Liver enzyme holds key to adjusting to high-protein diets

The Paleolithic diet mimics what human ancestors ate before the advent of agriculture. Doctors often prescribe this low-carbohydrate, high-protein diet for their prediabetic patients to help manage weight and glucose levels.

A recent study by Pierre Maechler’s group at the University of Geneva, published in the Journal of Biological Chemistry, investigated the role of the liver enzyme glutamate dehydrogenase, or GDH, in short-term adaptation to a high-protein diet.

“The question is how do we adapt when switching to a high-protein diet,” said Maechler. “In particular, what happens if you miss GDH, or if there’s something wrong with it?”

GDH, encoded by the gene GLUD1, is important in amino acid metabolism and gluconeogenesis, a biochemical pathway in the liver that synthesizes glucose from noncarbohydrate precursors. When food is present, the intestine is the main supplier of glucose to the brain, and gluconeogenesis in the liver halts. However, when a constant supply of glucose is unavailable, such as when people fast or partake in low-carbohydrate, high-protein diets, the liver takes over this responsibility by means of gluconeogenesis, mainly by breaking down amino acids from a replenishable source: skeletal muscles.

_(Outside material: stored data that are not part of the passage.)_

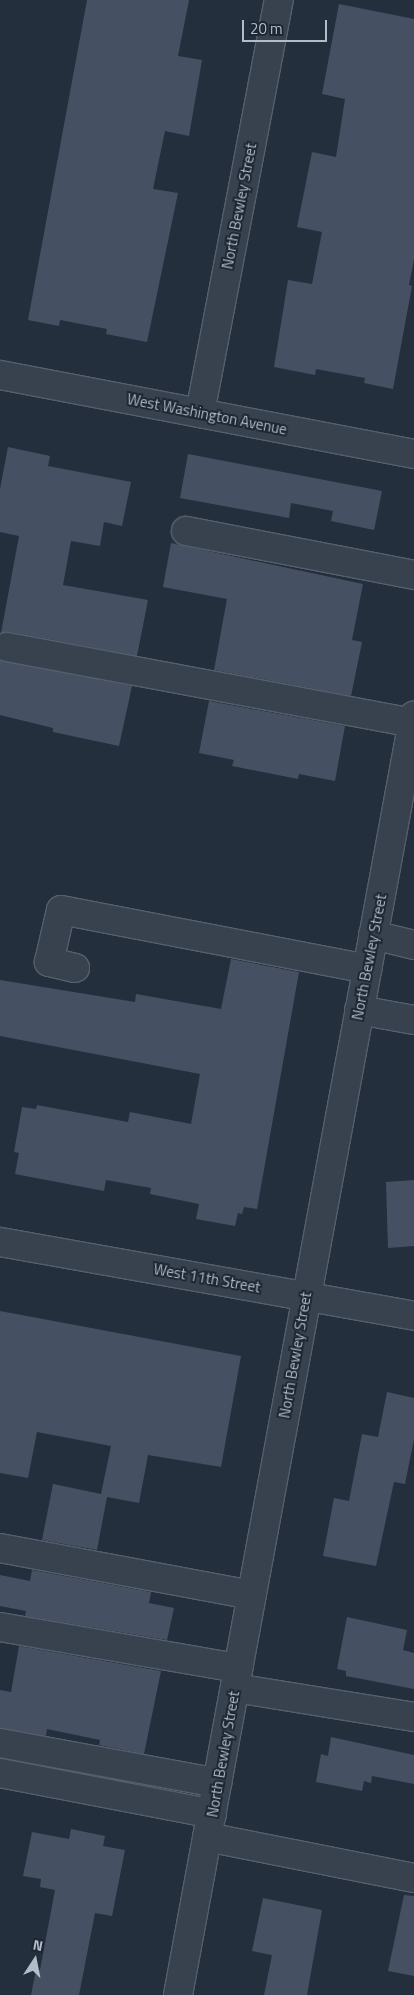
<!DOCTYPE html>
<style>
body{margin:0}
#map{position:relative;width:414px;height:1995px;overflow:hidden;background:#242f3e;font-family:"Titillium Web",sans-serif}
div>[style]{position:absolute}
.building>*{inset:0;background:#455162}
.roads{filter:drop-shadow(1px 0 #565f6c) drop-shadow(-1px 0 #565f6c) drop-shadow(0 1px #565f6c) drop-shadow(0 -1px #565f6c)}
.minor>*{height:28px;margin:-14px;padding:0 14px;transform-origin:14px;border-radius:14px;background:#38414e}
span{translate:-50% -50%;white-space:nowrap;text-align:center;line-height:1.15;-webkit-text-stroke:4px #1d2633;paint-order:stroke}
.street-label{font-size:15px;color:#b4bcc9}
.north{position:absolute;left:10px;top:1935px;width:50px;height:50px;-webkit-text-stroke:4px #1d2633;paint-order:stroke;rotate:11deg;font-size:14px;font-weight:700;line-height:20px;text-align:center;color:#b4bcc9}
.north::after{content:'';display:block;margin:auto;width:18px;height:22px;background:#b4bcc9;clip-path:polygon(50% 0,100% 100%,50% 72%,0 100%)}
.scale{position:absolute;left:242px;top:20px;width:85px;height:22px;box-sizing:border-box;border:2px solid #b4bcc9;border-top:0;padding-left:6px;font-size:15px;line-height:18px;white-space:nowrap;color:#b4bcc9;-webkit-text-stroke:4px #1d2633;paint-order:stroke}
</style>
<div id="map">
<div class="building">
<div style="clip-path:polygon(87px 0,189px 0,178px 56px,202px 60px,189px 136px,165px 131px,153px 189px,178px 193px,147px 342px,106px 334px,107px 329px,60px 320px,59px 326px,28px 320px)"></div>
<div style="clip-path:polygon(339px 4px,414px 19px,414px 259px,409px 285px,412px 286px,393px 389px,364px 383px,365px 378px,316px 369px,315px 375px,274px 367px,288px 280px,312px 284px,322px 232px,297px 227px,312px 152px,336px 157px,345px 99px,322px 94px)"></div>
<div style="clip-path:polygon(8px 447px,50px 456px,48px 466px,131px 482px,122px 526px,104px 522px,100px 546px,71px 541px,63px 585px,148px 600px,137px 656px,10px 632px,1px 633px,19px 536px,0 532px,0 489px)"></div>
<div style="clip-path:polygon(188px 454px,382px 491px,374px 530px,331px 521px,333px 511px,291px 503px,289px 518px,180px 498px)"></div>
<div style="clip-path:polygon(171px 543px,363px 584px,352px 640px,362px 642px,351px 696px,214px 670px,227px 599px,163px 587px)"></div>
<div style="clip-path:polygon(0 660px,132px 686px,119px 746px,53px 732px,53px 728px,0 715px)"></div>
<div style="clip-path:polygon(209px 701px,345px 726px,335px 781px,299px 774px,298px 779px,232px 766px,234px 760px,199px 753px)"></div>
<div style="clip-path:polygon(231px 959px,299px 972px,257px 1209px,244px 1207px,242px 1214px,238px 1213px,235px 1226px,196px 1219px,199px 1204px,150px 1194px,151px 1188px,106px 1180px,104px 1191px,15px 1174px,19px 1153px,14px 1152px,22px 1107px,36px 1109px,37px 1105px,128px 1122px,130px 1112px,191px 1124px,200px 1074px,0 1036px,0 980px,135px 1002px,136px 994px,221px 1009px)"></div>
<div style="clip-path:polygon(414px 1180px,414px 1246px,388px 1248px,386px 1182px)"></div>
<div style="clip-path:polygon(0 1311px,241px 1356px,221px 1467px,148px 1455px,139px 1503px,107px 1497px,97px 1550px,42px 1540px,53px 1484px,101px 1494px,111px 1446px,37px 1432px,28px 1478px,0 1473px)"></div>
<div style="clip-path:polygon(387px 1392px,414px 1398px,414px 1439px,405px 1484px,394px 1482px,376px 1566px,323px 1556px,334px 1498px,349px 1501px,362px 1434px,378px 1437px)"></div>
<div style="clip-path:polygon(32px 1570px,151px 1592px,149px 1603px,174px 1608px,167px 1640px,25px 1616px,26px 1611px,0 1606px,0 1575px,30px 1581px)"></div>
<div style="clip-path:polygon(347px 1617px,407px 1630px,403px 1650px,414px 1653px,414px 1689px,346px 1676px,346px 1671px,337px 1669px)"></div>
<div style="clip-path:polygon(19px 1646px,161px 1671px,144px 1754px,99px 1745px,100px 1740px,47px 1729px,46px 1736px,0 1728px,0 1690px,11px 1692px)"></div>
<div style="clip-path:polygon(331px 1737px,414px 1755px,414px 1784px,372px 1776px,371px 1783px,364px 1781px,362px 1791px,316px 1782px,321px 1754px,328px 1756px)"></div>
<div style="clip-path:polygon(71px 1829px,105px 1836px,103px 1846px,125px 1850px,112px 1916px,95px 1913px,79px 1995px,31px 1995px,36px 1970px,40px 1970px,55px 1890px,40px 1887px,41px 1879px,23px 1876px,32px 1832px,69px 1839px)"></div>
<div style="clip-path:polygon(404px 1895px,414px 1896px,414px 1976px,388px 1971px)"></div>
<div style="clip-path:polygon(263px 1898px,322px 1910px,307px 1995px,264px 1995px,272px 1955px,252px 1951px)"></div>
</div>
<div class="roads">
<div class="minor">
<div style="left:0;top:375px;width:421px;rotate:10.8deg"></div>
<div style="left:200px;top:413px;width:420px;rotate:-79.2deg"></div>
<div style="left:186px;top:531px;width:232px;rotate:10.9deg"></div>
<div style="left:7px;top:647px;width:413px;rotate:10.6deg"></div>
<div style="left:373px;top:935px;width:42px;rotate:13.7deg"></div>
<div style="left:75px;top:968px;width:27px;rotate:-167deg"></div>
<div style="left:49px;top:962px;width:53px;rotate:-77deg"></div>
<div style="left:61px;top:910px;width:312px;rotate:10.9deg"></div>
<div style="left:359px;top:1010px;width:56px;rotate:10.3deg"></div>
<div style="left:0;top:1242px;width:421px;rotate:10.1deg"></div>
<div style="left:0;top:1548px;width:256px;rotate:10.6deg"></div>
<div style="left:0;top:1627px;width:242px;rotate:9.8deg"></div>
<div style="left:235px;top:1688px;width:181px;rotate:9.2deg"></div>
<div style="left:0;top:1743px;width:221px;rotate:10.4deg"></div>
<div style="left:0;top:1773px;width:216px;rotate:10.9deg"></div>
<div style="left:207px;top:1837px;width:211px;rotate:11.2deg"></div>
<div style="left:178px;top:1995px;width:1301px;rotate:-79.55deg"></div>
</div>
</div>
<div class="street-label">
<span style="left:239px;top:206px;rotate:-79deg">North Bewley Street</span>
<span style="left:207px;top:414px;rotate:11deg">West Washington Avenue</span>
<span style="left:369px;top:957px;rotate:-79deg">North Bewley Street</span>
<span style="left:207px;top:1278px;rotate:10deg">West 11th Street</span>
<span style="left:295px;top:1355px;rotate:-80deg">North Bewley Street</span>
<span style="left:223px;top:1754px;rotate:-80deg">North Bewley Street</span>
</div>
<div class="north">N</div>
<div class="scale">20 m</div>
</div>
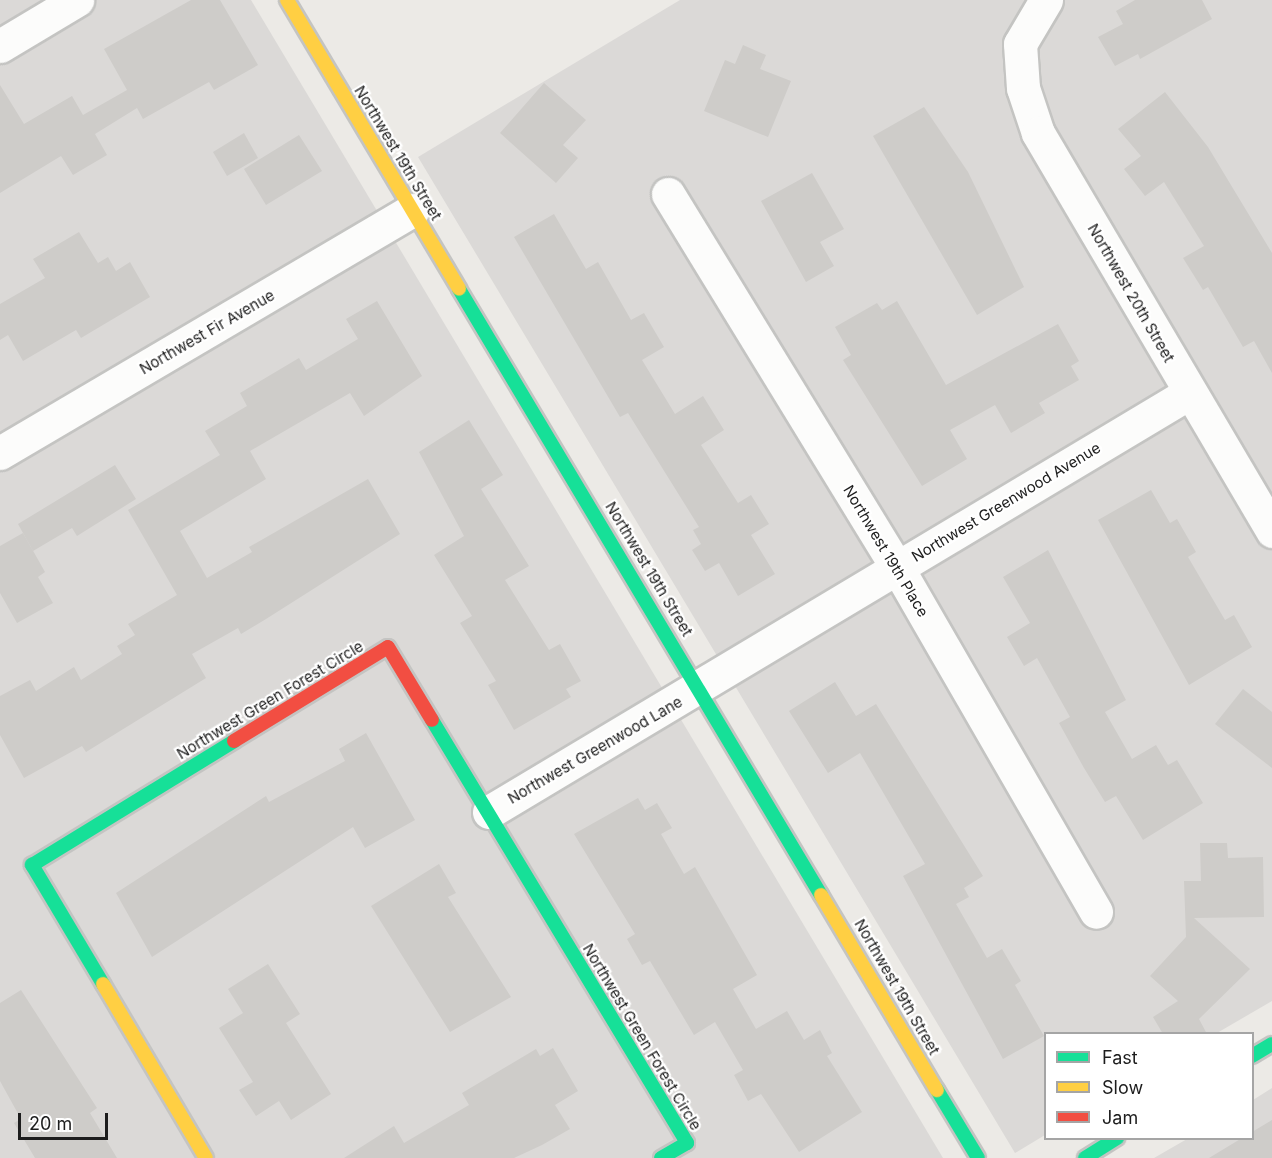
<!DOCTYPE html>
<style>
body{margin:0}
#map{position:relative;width:1272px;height:1158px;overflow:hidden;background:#eceae6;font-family:Inter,sans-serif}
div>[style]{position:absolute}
.residential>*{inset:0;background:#dbd9d7}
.building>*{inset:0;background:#ceccc9}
.roads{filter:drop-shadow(2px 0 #c4c4c2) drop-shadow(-2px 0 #c4c4c2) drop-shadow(0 2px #c4c4c2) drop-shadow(0 -2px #c4c4c2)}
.street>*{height:33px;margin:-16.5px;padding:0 16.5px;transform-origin:16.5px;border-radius:16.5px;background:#fcfcfb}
.fast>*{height:14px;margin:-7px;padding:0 7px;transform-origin:7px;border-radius:7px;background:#16e098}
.slow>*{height:14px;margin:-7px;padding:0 7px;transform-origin:7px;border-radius:7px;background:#ffcf43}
.jam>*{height:14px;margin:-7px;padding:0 7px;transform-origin:7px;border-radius:7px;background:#f24e42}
span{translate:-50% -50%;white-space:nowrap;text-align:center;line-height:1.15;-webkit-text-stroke:4.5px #fff;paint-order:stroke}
.street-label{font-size:15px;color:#1d1d1d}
.legend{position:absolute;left:1044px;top:1032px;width:210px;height:108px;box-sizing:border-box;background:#fff;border:2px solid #a5a5a5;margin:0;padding:8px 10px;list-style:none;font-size:18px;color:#1d1d1d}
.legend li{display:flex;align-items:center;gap:12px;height:30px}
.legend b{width:30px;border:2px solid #a5a5a5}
.scale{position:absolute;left:18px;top:1113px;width:90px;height:27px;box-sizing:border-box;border:3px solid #1d1d1d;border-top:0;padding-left:8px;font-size:18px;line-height:21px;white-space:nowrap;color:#1d1d1d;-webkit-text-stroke:4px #fff;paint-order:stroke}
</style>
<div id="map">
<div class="residential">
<i style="clip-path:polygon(0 0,251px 0,943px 1158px,0 1158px)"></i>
<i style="clip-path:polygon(680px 0,1272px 0,1272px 1001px,1217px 1033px,1046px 1034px,1045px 1135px,1015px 1153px,418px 157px)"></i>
<i style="clip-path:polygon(1272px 1088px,1272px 1158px,1154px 1158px,1187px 1139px,1252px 1138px,1253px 1100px)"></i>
</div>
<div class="building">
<i style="clip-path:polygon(191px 0,220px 0,258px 65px,214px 90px,209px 82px,143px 119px,137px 108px,95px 134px,107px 155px,73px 175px,61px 156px,0 193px,0 85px,24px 124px,72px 96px,83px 115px,127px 90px,104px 49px)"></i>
<i style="clip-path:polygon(1135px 0,1202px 0,1212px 19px,1140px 59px,1138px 54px,1115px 66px,1098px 37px,1123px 24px,1116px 11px)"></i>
<i style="clip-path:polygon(743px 45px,766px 55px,760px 69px,791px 81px,768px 137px,704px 111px,725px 60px,735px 64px)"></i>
<i style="clip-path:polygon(544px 83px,586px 120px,563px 145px,578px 158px,556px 183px,500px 133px)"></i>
<i style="clip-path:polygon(1165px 92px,1208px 147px,1272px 253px,1272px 373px,1254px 341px,1243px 347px,1208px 287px,1203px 290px,1183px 258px,1204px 246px,1164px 182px,1145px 196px,1124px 169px,1141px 156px,1118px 129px)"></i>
<i style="clip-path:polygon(924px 107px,968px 172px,1024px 287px,977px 315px,873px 136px)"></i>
<i style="clip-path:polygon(244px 133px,258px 158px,227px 176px,213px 152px)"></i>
<i style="clip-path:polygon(299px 135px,322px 171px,266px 205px,244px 169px)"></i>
<i style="clip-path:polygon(812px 173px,844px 229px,820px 242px,834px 266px,806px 282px,761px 201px)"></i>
<i style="clip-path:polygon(554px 214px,586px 269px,598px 262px,631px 320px,644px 313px,664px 347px,642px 360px,675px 414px,703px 396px,724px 430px,701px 445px,738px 503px,751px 495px,769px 524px,751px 535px,775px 574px,738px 596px,719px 563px,705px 571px,692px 550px,701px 544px,693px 530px,699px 527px,628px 413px,620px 417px,514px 237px)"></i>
<i style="clip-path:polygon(79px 232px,98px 263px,108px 257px,116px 271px,130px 262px,150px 297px,81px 338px,76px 330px,23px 361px,8px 335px,0 340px,0 304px,45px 278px,33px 259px)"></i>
<i style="clip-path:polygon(377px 301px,422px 376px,364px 416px,350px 393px,250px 451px,266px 479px,180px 531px,207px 578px,252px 552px,249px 547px,368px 479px,400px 534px,266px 619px,241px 634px,238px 628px,192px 654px,206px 678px,86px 752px,82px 746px,24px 778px,0 735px,0 696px,30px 680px,36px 691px,74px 667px,81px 680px,122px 654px,117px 646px,135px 635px,128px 624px,177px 595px,128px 510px,220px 455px,205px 431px,247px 406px,240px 393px,299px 358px,306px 370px,358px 339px,346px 319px)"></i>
<i style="clip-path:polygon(897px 301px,946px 385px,1058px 324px,1079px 361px,1071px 366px,1079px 380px,1039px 403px,1045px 413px,1011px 433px,995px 405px,950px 430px,967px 459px,922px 486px,843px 360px,851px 355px,835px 327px,877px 303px,882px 310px)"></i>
<i style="clip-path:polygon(469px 420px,503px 475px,481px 489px,529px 566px,505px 580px,549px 650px,560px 644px,581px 681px,566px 689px,571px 697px,514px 730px,488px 685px,496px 681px,460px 623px,472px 616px,434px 555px,464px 536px,419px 452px)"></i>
<i style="clip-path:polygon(115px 465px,136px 499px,77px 536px,72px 528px,33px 551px,18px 524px)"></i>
<i style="clip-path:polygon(1151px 490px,1170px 523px,1177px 519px,1196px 552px,1188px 557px,1225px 620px,1234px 615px,1252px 647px,1189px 685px,1098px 520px)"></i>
<i style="clip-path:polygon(23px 533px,45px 572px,38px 577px,53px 603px,17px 623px,0 593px,0 546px)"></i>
<i style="clip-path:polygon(1048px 550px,1126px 700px,1105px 712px,1132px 759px,1156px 745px,1168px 765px,1177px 760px,1203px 803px,1143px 840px,1116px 796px,1105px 802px,1084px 768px,1059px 723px,1070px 717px,1037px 658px,1024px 666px,1007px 637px,1030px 623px,1003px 577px)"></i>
<i style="clip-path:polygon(835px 682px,856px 716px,876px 704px,983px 876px,964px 888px,969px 897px,956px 904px,987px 958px,1002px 949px,1021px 981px,1015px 985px,1044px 1036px,1003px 1059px,903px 876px,925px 864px,860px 753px,828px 773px,789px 711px)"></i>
<i style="clip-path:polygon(1243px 689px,1272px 712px,1272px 768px,1215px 724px)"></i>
<i style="clip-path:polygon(366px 733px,415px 820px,365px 848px,353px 827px,152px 957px,116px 893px,266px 796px,269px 802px,345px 761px,339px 749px)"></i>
<i style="clip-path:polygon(638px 798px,645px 810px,657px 803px,672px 828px,661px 834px,684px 874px,695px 867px,757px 975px,733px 989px,756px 1029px,787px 1011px,804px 1040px,820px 1030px,832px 1053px,827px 1056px,862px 1112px,799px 1152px,761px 1094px,748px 1101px,734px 1075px,743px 1070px,715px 1022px,694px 1035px,650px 961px,642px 965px,627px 939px,635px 934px,574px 834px)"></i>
<i style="clip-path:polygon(1200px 843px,1227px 843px,1228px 858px,1263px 857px,1264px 917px,1194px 918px,1250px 969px,1199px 1019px,1207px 1034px,1163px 1034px,1153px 1017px,1178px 1001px,1150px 976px,1186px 937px,1184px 881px,1201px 881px)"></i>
<i style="clip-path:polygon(439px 864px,456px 893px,448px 897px,511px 997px,450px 1032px,371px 906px)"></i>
<i style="clip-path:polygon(268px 964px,300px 1014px,286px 1023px,331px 1094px,291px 1120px,279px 1101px,256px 1116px,239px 1090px,253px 1082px,219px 1028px,243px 1013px,228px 989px)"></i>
<i style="clip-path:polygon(21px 990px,97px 1108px,90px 1113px,117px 1158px,35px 1158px,14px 1123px,21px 1119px,0 1081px,0 1003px)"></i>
<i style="clip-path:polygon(553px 1048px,578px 1091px,555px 1105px,570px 1129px,542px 1145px,514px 1158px,344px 1158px,394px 1126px,404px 1143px,469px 1105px,462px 1093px,536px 1049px,540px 1056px)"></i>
<i style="clip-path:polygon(1272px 1120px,1272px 1158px,1209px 1158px,1242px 1138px,1252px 1138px,1252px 1132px)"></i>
</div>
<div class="roads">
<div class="street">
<i style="left:1046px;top:0;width:51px;rotate:120.6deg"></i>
<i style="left:1020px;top:44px;width:44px;rotate:86.1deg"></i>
<i style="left:1023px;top:88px;width:47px;rotate:71.6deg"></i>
<i style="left:1038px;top:133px;width:462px;rotate:59.5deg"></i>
<i style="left:0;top:46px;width:90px;rotate:-30.9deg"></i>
<i style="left:668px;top:194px;width:438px;rotate:58.5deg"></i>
<i style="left:897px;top:567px;width:398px;rotate:60deg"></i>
<i style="left:0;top:453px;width:479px;rotate:-30.5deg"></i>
<i style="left:489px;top:812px;width:816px;rotate:-30.9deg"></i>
</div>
<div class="fast">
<i style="left:459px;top:289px;width:706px;rotate:59.15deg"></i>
<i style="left:432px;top:720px;width:494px;rotate:58.9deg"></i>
<i style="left:687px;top:1143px;width:30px;rotate:150deg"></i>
<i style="left:103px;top:984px;width:139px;rotate:-120.8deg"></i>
<i style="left:32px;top:865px;width:237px;rotate:-31.5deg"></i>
<i style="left:1252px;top:1056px;width:23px;rotate:-31deg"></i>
<i style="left:937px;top:1090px;width:79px;rotate:58.9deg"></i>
<i style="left:1085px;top:1158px;width:38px;rotate:-32deg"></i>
</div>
<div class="slow">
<i style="left:287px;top:0;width:336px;rotate:59.2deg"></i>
<i style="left:821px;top:895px;width:227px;rotate:59.3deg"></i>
<i style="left:103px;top:984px;width:202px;rotate:59.4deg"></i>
</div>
<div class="jam">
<i style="left:234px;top:741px;width:180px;rotate:-31.4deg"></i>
<i style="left:388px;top:647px;width:85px;rotate:58.9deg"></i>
</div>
</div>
<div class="street-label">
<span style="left:398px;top:153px;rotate:59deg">Northwest 19th Street</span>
<span style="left:1131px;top:293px;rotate:60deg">Northwest 20th Street</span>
<span style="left:207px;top:332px;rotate:-30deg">Northwest Fir Avenue</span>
<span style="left:1006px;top:502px;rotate:-31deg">Northwest Greenwood Avenue</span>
<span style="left:886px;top:551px;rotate:59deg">Northwest 19th Place</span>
<span style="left:649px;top:569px;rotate:59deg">Northwest 19th Street</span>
<span style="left:270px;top:700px;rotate:-31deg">Northwest Green Forest Circle</span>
<span style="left:595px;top:750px;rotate:-30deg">Northwest Greenwood Lane</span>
<span style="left:897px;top:987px;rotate:60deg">Northwest 19th Street</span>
<span style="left:642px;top:1037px;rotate:59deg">Northwest Green Forest Circle</span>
</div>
<ul class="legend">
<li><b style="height:8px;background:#16e098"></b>Fast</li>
<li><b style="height:8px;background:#ffcf43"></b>Slow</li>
<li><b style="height:8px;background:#f24e42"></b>Jam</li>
</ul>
<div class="scale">20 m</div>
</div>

Maechler’s group initially studied GDH in pancreatic beta cells, which secrete insulin, then expanded their work to the brain and liver. In humans, Maechler explained, known GLUD1 mutations result in GDH gain of function and cause congenital hyperinsulinism/ hyperammonemia syndrome, or HI/HA.

Hyperinsulinism causes hypoglycemia, a severe condition for newborns that may hinder neurodevelopment. As they age, these children are prone to epilepsy and possible mental disabilities. On the other hand, an abnormally high level of ammonia in the blood, hyperammonemia, can be life-threatening. Because GDH gain-of-function mutations result in hyperammonemia, Maechler’s group expected that removing the enzyme would produce a low level of ammonia, or hypoammonemia – however, this was not the case.

“A surprising thing was when we knocked out GLUD1 in the liver; instead of experiencing hypoammonemia, the animals experienced hyperammonemia,” Maechler said, describing the genetically modified mice used in their past studies. “Basically, there’s this kind of bell-shaped effect of GDH function in terms of hyperammonemia.”

Maechler and colleagues also showed that a high-protein diet, coupled with the absence of liver GDH, causes hyperammonemia in mice and, consequently, high ammonia in the urine. This loss of ammonia made the blood more alkaline, and the mice had to significantly reduce their physical activity to maintain proper blood pH through compensatory slowed breathing, or hypoventilation.

“The mice can’t handle fasting periods as well without GDH,” Maechler said.

The researchers also found that while the expression of GDH is homogeneously distributed throughout the liver, the level of its activity is not. They monitored the GDH enzymatic activity in the liver using a nitro blue tetrazolium, or NBT, assay and found that GDH is significantly more active in the area near the central vein than near the portal vein.

By cryopreserving the liver and running the NBT assay on fresh liver tissue sections, Maechler explained, they obtained a close representation of what’s happening in a living animal.

In future studies, Maechler plans to investigate GDH function in prediabetic patients, who typically present with steatosis, or fatty livers.

“We showed that you need robust GDH activity to maintain a high-protein diet,” Maechler said.

“But when you have fatty liver, what does your GDH function look like? And can we still recommend a high-protein diet to these patients?”